## About this exercise
Exactly as written, reproduce the lines from the one that contains "<button>+</button>" through the end of the records.

## Information shown
◆ ◆ ◆
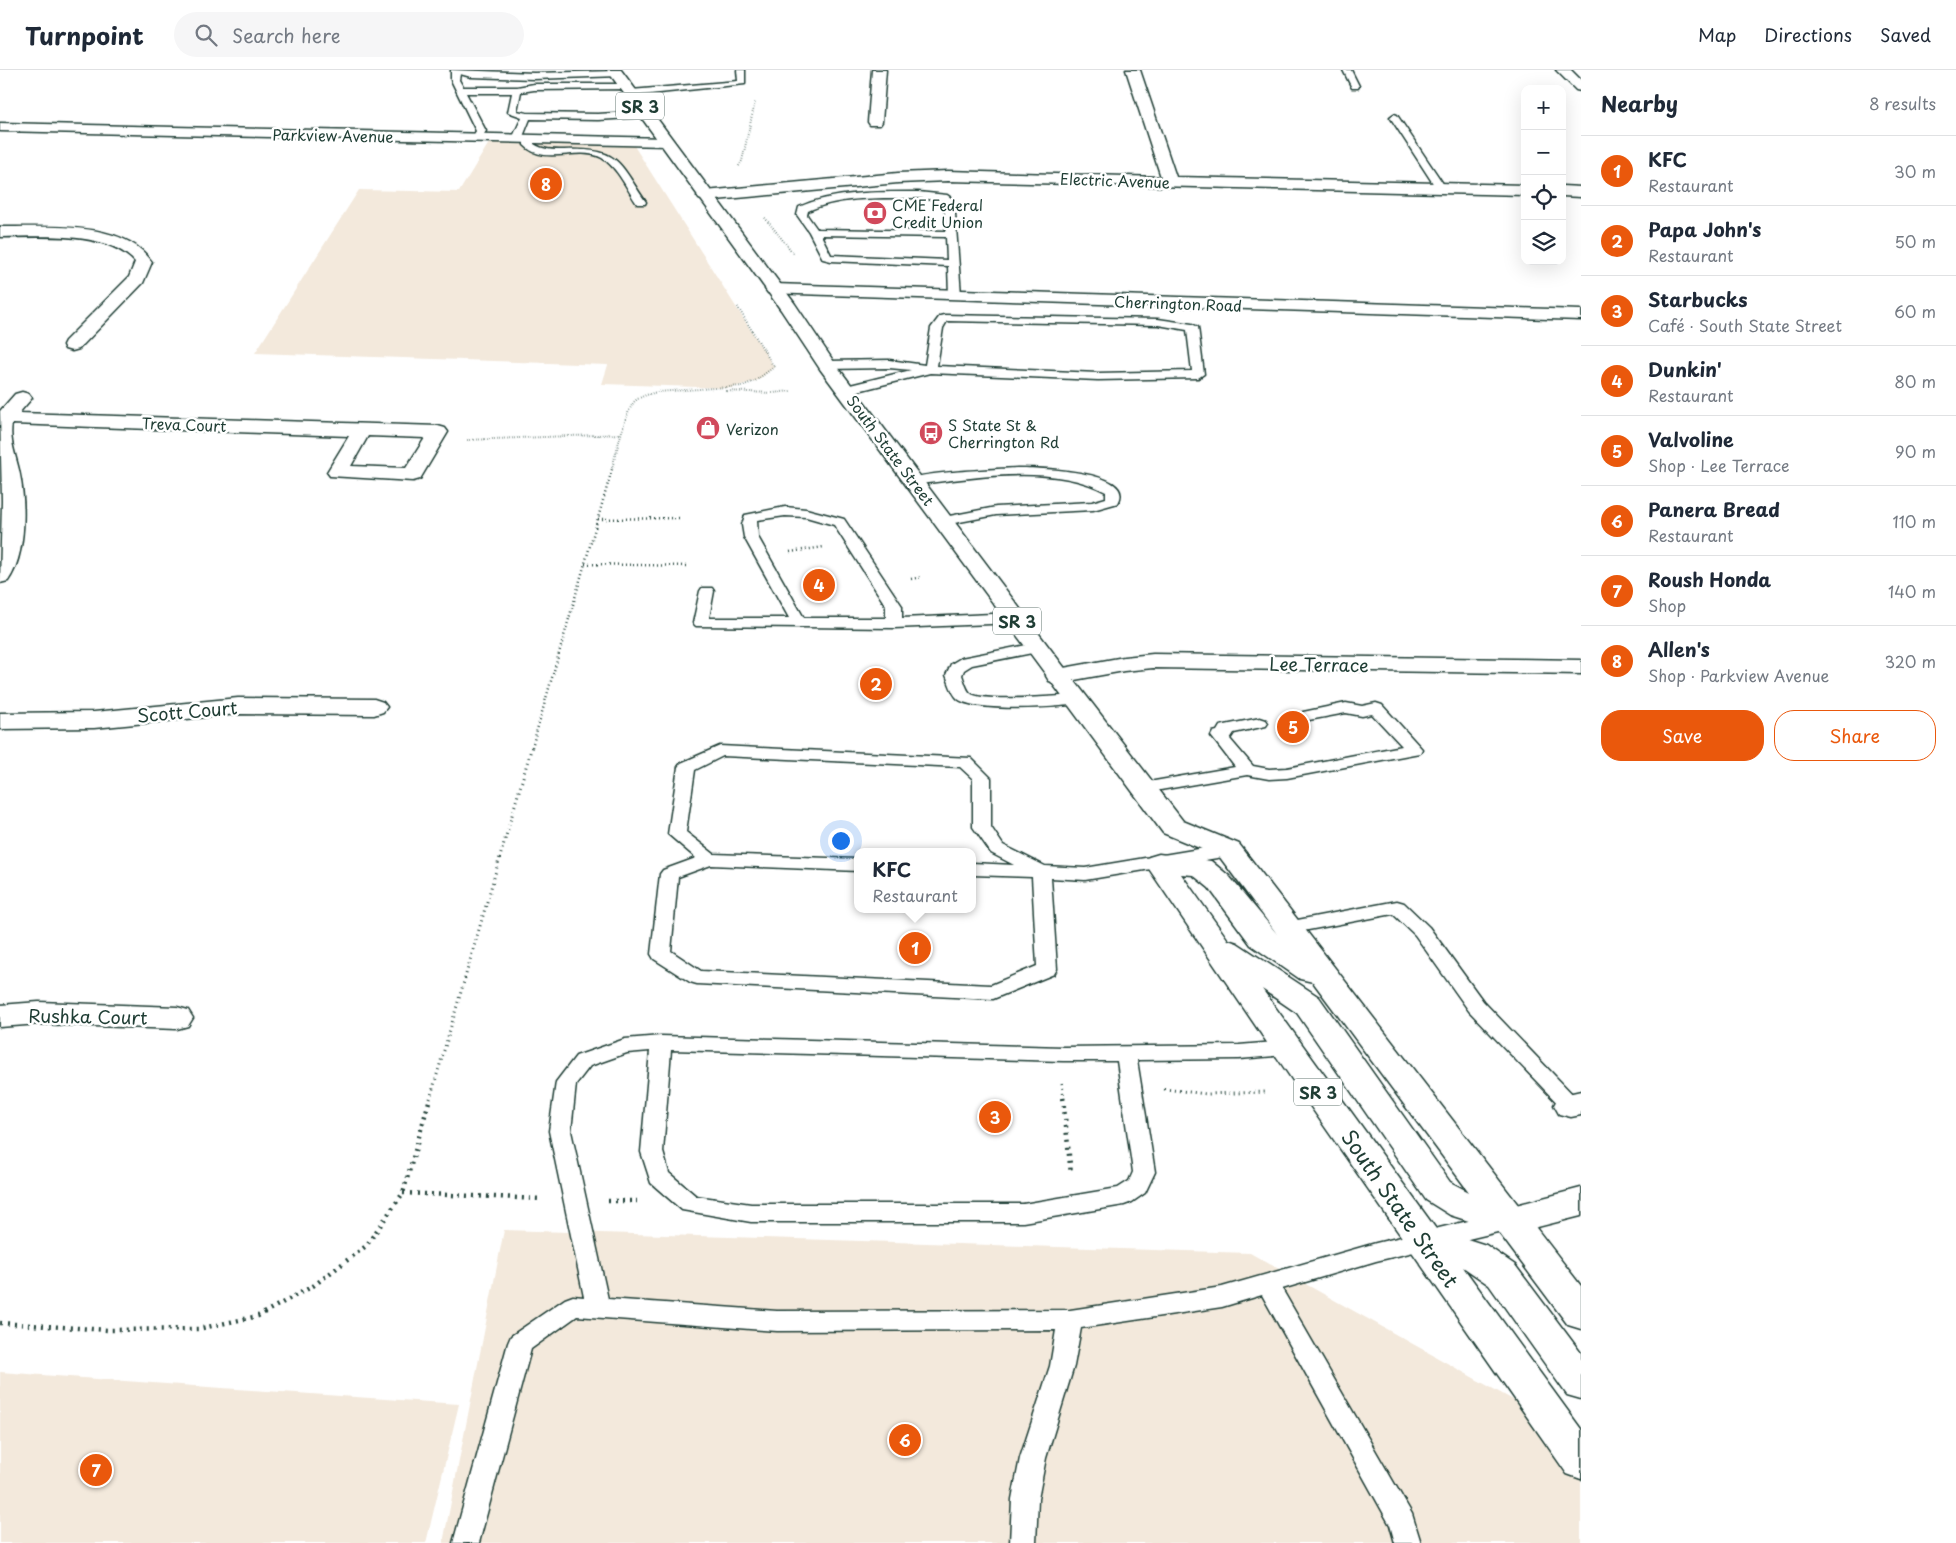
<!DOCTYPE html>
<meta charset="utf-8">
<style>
:root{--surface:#fff;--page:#f6f6f7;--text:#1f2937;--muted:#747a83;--line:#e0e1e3;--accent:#ea580c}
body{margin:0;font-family:"Playpen Sans",sans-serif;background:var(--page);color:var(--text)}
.controls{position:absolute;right:15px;top:15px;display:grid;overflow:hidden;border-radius:10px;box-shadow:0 5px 20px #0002}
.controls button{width:45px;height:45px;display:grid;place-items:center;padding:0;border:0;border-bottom:1px solid var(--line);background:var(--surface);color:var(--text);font:25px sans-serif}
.you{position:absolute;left:840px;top:770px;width:18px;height:18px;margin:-12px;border:4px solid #fff;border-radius:50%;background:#1a73e8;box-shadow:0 0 0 8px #1a73e833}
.badge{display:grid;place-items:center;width:32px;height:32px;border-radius:50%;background:var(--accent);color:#fff;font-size:16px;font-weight:700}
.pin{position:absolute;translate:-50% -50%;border:2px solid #fff;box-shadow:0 1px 5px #0006}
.popup{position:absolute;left:854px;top:778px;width:122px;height:65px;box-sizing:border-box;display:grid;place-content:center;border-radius:10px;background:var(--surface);filter:drop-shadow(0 1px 4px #0005);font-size:16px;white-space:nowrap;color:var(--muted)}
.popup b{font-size:19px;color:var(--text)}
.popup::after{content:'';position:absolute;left:50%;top:100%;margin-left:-10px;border:10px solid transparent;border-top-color:var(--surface)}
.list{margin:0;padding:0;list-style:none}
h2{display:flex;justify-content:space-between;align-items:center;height:65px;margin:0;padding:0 20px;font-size:21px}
h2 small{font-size:16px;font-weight:400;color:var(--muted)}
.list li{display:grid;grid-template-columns:32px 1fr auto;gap:15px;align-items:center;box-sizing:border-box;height:70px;padding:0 20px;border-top:1px solid var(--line)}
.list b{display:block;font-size:19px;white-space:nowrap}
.list p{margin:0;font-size:16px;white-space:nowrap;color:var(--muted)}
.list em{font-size:16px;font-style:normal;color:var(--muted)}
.actions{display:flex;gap:10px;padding:15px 20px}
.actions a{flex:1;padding:11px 0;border:1px solid var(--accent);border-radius:20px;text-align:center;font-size:18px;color:var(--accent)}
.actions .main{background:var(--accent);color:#fff}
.icon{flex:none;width:28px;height:28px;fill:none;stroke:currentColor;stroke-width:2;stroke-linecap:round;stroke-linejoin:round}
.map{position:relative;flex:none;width:1581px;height:1473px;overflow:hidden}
header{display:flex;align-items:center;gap:30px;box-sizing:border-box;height:70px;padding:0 25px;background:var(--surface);border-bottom:1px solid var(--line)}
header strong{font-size:24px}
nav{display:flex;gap:28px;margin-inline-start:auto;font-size:18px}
.search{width:350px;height:45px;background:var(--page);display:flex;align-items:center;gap:12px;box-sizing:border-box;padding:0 18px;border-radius:28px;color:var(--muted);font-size:19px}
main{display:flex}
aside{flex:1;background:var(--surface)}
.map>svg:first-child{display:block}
</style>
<header>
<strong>Turnpoint</strong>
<div class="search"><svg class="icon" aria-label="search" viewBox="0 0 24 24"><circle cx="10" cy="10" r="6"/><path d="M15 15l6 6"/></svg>Search here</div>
<nav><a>Map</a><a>Directions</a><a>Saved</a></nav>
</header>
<main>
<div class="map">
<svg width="1581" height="1473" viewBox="0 0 1581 1473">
<rect width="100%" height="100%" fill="#fff"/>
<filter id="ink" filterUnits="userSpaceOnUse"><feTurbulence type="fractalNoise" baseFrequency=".02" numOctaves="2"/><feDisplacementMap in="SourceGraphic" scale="10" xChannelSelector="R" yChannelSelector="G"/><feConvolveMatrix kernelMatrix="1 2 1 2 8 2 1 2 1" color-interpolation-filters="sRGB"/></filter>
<g filter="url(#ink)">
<path fill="#f3e9dc" d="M 492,68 L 631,71 L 774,297 L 758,310 L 731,318 L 602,314 L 608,295 L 255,283 L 359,120 L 459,122 Z
M 504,1160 L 1250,1183 L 1581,1368 L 1581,1473 L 443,1473 Z
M 0,1302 L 222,1318 L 459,1334 L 426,1473 L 0,1473 Z"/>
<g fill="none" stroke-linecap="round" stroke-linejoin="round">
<g stroke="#1f3d34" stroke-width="3">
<path id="service" d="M 451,0 L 534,3 L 617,1 L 620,2 L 620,6 L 534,9 L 471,7 L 460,4 L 459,10 L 463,17 L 517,17 L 534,14 L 627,14 L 630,15 L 630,19 L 534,20 L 521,22 L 517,41 L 527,43 L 598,44 L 646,41 L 650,44 L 646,47 L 598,50 L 530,49 L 522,69 L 517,72 L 512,69 L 522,47 L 508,42 L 512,23 L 466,23 L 486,61 L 480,70 L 477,71 L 472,68 L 476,61 L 451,10 Z
M 737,0 L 745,0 L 745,14 L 631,26 L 627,23 L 631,20 L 738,11 Z
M 1343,0 L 1351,0 L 1359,16 L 1358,18 L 1352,18 Z
M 1394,44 L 1397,45 L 1446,118 L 1444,120 L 1438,120 L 1436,118 L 1390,47 Z
M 529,66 L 534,69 L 534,74 C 543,80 553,80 564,80 C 619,78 617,90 646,132 L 645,134 L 637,134 C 627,119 618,98 602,88 C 579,75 545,97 524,75 L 524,69 Z
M 918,122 L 947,125 L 954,130 L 961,225 L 959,227 L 951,227 L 949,225 L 948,196 L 831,191 L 823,189 L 809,162 L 797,145 L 799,137 C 835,121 879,122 918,122 ZM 918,128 L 944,131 L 946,161 L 817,159 L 807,145 L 808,141 C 840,126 882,128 918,128 ZM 821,165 L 946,167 L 947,190 L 831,185 Z
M 944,245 L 1158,249 L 1192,254 L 1198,257 L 1204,304 L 1198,308 L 1098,310 L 930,303 L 846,324 L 842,323 L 840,320 L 842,317 L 911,300 L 889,298 L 827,299 L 821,295 L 827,291 L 889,290 L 925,295 L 931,258 L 940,246 ZM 947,251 L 1158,255 L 1187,260 L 1192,301 L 1098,303 L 937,296 L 943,258 Z
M 1017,398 C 1033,398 1138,400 1118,433 L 1093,440 L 996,445 L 944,455 L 939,454 L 937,451 L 939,448 L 996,437 L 1092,432 L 1106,428 L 1106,422 C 1052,393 972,408 913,415 L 906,411 C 914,402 1000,399 1017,398 Z
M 785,437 L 806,439 L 844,449 L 902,536 L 902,548 L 1015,543 L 1020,545 L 1023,548 L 1020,551 L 1015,553 L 894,558 L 696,556 L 693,553 L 700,521 L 702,518 L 712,518 L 714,521 L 709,548 L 789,548 L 744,467 L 742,455 L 745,445 ZM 785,446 L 806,447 L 834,455 L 886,536 L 886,548 L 804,548 L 758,467 L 757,450 Z
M 1037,573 L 1042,575 L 1045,578 L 1042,581 L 972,595 L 964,600 L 962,605 C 964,610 966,619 970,623 C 981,633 1058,626 1076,625 L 1082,627 L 1084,630 L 1082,633 C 1062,638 973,642 958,629 C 952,624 949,612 946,605 L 951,594 L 961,588 Z
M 1346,633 L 1362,636 L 1376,633 L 1382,635 L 1422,679 L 1420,683 L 1414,684 L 1287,708 L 1269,709 L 1247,705 L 1143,723 L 1137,722 L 1134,718 L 1137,714 L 1143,713 L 1235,697 L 1211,666 L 1213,662 L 1217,661 L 1220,656 L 1260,648 L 1266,650 L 1268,653 L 1266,656 L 1234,663 L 1230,669 L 1253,696 L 1269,699 L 1287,698 L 1402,676 L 1372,644 L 1362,646 L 1346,643 L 1309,650 L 1303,648 L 1301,645 L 1303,642 Z
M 720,676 L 971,688 L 991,708 L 991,757 L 1003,775 L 1045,796 L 1085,798 L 1229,774 L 1235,776 L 1238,780 L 1235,784 L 1229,786 L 1085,810 L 1051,808 L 1057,899 L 1054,904 L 993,929 L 697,914 L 690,912 L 654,889 L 651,884 L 660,804 L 663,800 L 696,788 L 668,764 L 678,697 L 681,693 ZM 723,686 L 960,697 L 973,709 L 973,757 L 991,783 L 1014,795 L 972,793 L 972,805 L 1032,807 L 1037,896 L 991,915 L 701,901 L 671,881 L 678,807 L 711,795 L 858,801 L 858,789 L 714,784 L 686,762 L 695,700 Z
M 1397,831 L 1404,833 L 1429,857 L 1483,931 L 1578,1030 L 1581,1034 L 1578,1040 L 1571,1043 L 1564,1040 L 1469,941 L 1415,865 L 1393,844 L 1287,864 L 1280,862 L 1277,858 L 1280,854 L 1287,852 Z
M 661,966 L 1063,977 L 1239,975 L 1286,971 L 1293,973 L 1296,978 L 1293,983 L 1286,985 L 1239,989 L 1137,990 L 1155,1102 L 1145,1123 L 1132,1132 L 1124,1135 L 1023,1152 L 751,1152 L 682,1140 L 651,1113 L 641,1082 L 650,981 L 627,983 L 590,996 L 576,1014 L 571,1061 L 608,1229 L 777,1241 L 1070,1240 L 1222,1217 L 1376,1173 L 1506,1142 L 1514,1145 L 1517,1151 L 1514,1157 L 1506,1160 L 1376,1191 L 1282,1219 L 1412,1444 L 1421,1473 L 1395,1473 L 1390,1455 L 1262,1225 L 1222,1237 L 1081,1258 L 1074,1296 L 1046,1388 L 1038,1429 L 1036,1473 L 1010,1473 L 1012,1429 L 1020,1388 L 1050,1296 L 1056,1260 L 777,1261 L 577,1246 L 531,1279 L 479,1473 L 453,1473 L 508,1273 L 511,1266 L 565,1229 L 573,1226 L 584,1227 L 549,1061 L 556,1012 L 576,986 L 625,969 ZM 671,980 L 1063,991 L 1117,991 L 1133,1102 L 1129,1111 L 1118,1118 L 1023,1134 L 751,1134 L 696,1126 L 669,1103 L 663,1082 Z"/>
</g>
<g stroke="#1f3d34" stroke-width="3">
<path id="minor" d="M 872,0 L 886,0 L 882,52 L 880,55 L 870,55 L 868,52 Z
M 1126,0 L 1140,0 L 1176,107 L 1525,115 L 1525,125 L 948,111 L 898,113 L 705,131 L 699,129 L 697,126 L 699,123 L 705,121 L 898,103 L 948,101 L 1161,107 Z
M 1556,0 L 1571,0 L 1581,10 L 1581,21 L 1576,20 Z
M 0,53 L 666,68 L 671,69 L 673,72 L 671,75 L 666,76 L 0,61 Z
M 1562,116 L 1581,117 L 1581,127 L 1562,126 Z
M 0,157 C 46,158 123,149 152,192 L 143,213 L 79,279 L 72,281 L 65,279 L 63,275 L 65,271 L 129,207 L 135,192 C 107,160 40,167 0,167 Z
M 774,214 L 1581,240 L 1581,250 L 768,223 L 765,219 L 768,215 Z
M 22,322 L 29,324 L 32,328 L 19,343 L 438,356 L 445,358 L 448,362 L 420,409 L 413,411 L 330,406 L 327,402 L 349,366 L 12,354 C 9,370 16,386 19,400 C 26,431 27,484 8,511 L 0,513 L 2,431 L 0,341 L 15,324 ZM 368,366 L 425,368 L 406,398 L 351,396 Z
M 1153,584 L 1581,590 L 1581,604 L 1153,598 L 1124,601 L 1058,613 L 1049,611 L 1046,606 L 1049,601 L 1058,599 L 1124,587 Z
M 238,628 L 374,629 L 383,632 L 387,637 L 383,642 L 374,645 L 238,644 L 94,658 L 0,659 L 0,643 L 94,642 Z
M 39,932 L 177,937 L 188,940 L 193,948 L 188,956 L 177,959 L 39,954 L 0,957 L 0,935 Z
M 1581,1021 L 1581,1045 L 1571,1047 L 1559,1044 L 1554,1035 L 1559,1026 Z
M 1581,1118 L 1581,1146 L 1510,1164 L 1497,1160 L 1492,1150 L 1497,1140 Z"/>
</g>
<g stroke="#1f3d34" stroke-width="3">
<path id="primary" d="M 607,0 L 621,0 L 795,234 L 834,292 L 1067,601 L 1183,751 L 1239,774 L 1581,1216 L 1581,1259 L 1568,1255 L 1497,1160 L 1450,1145 L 1426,1130 L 1297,943 L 1262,919 L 1436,1159 L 1486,1175 L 1515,1195 L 1581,1283 L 1581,1329 L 1567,1325 L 1489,1215 L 1463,1197 L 1581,1359 L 1581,1409 L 1567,1404 L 1304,1027 L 1145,793 L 1149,787 L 1159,784 L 1211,791 L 1229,806 L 1277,864 L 1219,786 L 1163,763 L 820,299 L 781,240 ZM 1181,804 L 1193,805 L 1209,818 L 1251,875 L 1300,909 L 1313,912 L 1469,1122 L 1450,1112 L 1319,927 L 1237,873 L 1228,870 Z"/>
</g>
<path stroke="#1f3d34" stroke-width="2" stroke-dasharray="0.5 2" stroke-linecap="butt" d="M 739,96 L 742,91 L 755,32
M 765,148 L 794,184
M 725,321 L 772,323 L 791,321
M 467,370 L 622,364
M 612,398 C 616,384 626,339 635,331 C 641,326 649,324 657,322 L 742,316 L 755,311 L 774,297 L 737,236"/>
<path stroke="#1f3d34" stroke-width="2.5" stroke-dasharray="1 3" stroke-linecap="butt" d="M 598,449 L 681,448
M 790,482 L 824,477
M 585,494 L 688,496
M 911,509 L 922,507
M 532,677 L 613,396"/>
<path stroke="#1f3d34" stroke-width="3" stroke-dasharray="1 4" stroke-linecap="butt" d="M 1062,1013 L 1064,1029
M 1164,1019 L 1207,1024 L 1265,1022
M 430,1029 L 532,676"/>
<path stroke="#1f3d34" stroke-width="4.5" stroke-dasharray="2 5" stroke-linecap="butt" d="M 1063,1028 L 1071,1104
M 403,1123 L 542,1129
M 608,1131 L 637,1131
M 0,1253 L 108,1260 L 198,1259 L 258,1246 L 313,1216 L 366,1176 L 403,1123 L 430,1028"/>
<use href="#service" fill="#fff" fill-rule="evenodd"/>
<use href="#minor" fill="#fff" fill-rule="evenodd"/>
<use href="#primary" fill="#fff" fill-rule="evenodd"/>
</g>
</g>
<defs>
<g id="bank-disc" transform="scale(1.25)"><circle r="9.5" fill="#d1495b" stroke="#fff"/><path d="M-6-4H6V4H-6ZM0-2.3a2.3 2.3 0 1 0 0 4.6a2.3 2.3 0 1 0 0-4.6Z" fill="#fff"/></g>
<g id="shop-disc" transform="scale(1.25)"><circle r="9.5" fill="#d1495b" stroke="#fff"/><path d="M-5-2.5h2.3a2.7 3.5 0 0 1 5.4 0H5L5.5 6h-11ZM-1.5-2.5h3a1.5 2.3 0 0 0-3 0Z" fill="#fff"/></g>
<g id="bus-disc" transform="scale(1.25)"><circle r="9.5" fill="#d1495b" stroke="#fff"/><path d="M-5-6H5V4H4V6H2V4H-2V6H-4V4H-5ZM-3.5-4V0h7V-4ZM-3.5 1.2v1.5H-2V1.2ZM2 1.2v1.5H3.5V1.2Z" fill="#fff"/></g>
</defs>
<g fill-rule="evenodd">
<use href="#bank-disc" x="875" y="143"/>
<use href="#shop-disc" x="708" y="358"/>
<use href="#bus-disc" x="931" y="363"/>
</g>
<g text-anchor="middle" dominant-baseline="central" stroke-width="5" stroke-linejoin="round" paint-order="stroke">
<g font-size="15" fill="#1f3d34" stroke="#fff">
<text transform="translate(333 65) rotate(1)">Parkview Avenue</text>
<text transform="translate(1115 110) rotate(2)">Electric Avenue</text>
<text transform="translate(1178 233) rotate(2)">Cherrington Road</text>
<text transform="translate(184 354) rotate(2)">Treva Court</text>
<text transform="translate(891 380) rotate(53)">South State Street</text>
</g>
<g font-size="15" fill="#1f3d34" stroke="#fff" text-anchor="start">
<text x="892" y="134">CME Federal<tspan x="892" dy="17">Credit Union</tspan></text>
<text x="948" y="354">S State St &amp;<tspan x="948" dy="17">Cherrington Rd</tspan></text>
<text x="726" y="358">Verizon</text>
</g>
<g fill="#fff" stroke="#627771" stroke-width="1">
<rect x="616" y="22.5" width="48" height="27" rx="4"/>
<rect x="993" y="537.5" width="48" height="27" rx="4"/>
<rect x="1294" y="1008.5" width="48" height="27" rx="4"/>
</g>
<g font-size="16" font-weight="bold" fill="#1f3d34">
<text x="640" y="36">SR 3</text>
<text x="1017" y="551">SR 3</text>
<text x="1318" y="1022">SR 3</text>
</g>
<g font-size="18" fill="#1f3d34" stroke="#fff">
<text transform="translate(1319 594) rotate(1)">Lee Terrace</text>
<text transform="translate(187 641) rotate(-5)">Scott Court</text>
<text transform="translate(88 946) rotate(1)">Rushka Court</text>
</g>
<g font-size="21" fill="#1f3d34" stroke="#fff">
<text transform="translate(1401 1138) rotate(55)">South State Street</text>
</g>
</g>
</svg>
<div class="controls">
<button>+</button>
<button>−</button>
<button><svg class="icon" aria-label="locate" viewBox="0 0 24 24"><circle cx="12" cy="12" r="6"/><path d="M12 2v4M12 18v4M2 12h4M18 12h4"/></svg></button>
<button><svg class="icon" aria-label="layers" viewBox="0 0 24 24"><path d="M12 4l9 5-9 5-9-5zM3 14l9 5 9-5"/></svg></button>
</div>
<div class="you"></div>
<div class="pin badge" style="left:915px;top:878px">1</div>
<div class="popup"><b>KFC</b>Restaurant</div>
<div class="pin badge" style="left:876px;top:614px">2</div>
<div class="pin badge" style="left:995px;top:1047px">3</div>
<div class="pin badge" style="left:819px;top:515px">4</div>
<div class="pin badge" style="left:1293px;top:657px">5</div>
<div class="pin badge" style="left:905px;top:1370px">6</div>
<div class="pin badge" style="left:96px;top:1400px">7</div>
<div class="pin badge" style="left:546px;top:114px">8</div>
</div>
<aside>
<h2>Nearby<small>8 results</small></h2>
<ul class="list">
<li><span class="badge">1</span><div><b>KFC</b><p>Restaurant</p></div><em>30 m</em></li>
<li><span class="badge">2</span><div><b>Papa John's</b><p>Restaurant</p></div><em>50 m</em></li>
<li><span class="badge">3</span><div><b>Starbucks</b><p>Café · South State Street</p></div><em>60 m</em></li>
<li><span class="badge">4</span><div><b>Dunkin'</b><p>Restaurant</p></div><em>80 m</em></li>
<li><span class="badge">5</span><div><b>Valvoline</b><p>Shop · Lee Terrace</p></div><em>90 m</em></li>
<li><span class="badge">6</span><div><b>Panera Bread</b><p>Restaurant</p></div><em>110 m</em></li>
<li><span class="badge">7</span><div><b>Roush Honda</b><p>Shop</p></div><em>140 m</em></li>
<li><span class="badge">8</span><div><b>Allen's</b><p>Shop · Parkview Avenue</p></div><em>320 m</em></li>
</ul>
<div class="actions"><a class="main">Save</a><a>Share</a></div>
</aside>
</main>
◆ ◆ ◆
## Result of the exercise
<button>+</button>
<button>−</button>
<button><svg class="icon" aria-label="locate" viewBox="0 0 24 24"><circle cx="12" cy="12" r="6"/><path d="M12 2v4M12 18v4M2 12h4M18 12h4"/></svg></button>
<button><svg class="icon" aria-label="layers" viewBox="0 0 24 24"><path d="M12 4l9 5-9 5-9-5zM3 14l9 5 9-5"/></svg></button>
</div>
<div class="you"></div>
<div class="pin badge" style="left:915px;top:878px">1</div>
<div class="popup"><b>KFC</b>Restaurant</div>
<div class="pin badge" style="left:876px;top:614px">2</div>
<div class="pin badge" style="left:995px;top:1047px">3</div>
<div class="pin badge" style="left:819px;top:515px">4</div>
<div class="pin badge" style="left:1293px;top:657px">5</div>
<div class="pin badge" style="left:905px;top:1370px">6</div>
<div class="pin badge" style="left:96px;top:1400px">7</div>
<div class="pin badge" style="left:546px;top:114px">8</div>
</div>
<aside>
<h2>Nearby<small>8 results</small></h2>
<ul class="list">
<li><span class="badge">1</span><div><b>KFC</b><p>Restaurant</p></div><em>30 m</em></li>
<li><span class="badge">2</span><div><b>Papa John's</b><p>Restaurant</p></div><em>50 m</em></li>
<li><span class="badge">3</span><div><b>Starbucks</b><p>Café · South State Street</p></div><em>60 m</em></li>
<li><span class="badge">4</span><div><b>Dunkin'</b><p>Restaurant</p></div><em>80 m</em></li>
<li><span class="badge">5</span><div><b>Valvoline</b><p>Shop · Lee Terrace</p></div><em>90 m</em></li>
<li><span class="badge">6</span><div><b>Panera Bread</b><p>Restaurant</p></div><em>110 m</em></li>
<li><span class="badge">7</span><div><b>Roush Honda</b><p>Shop</p></div><em>140 m</em></li>
<li><span class="badge">8</span><div><b>Allen's</b><p>Shop · Parkview Avenue</p></div><em>320 m</em></li>
</ul>
<div class="actions"><a class="main">Save</a><a>Share</a></div>
</aside>
</main>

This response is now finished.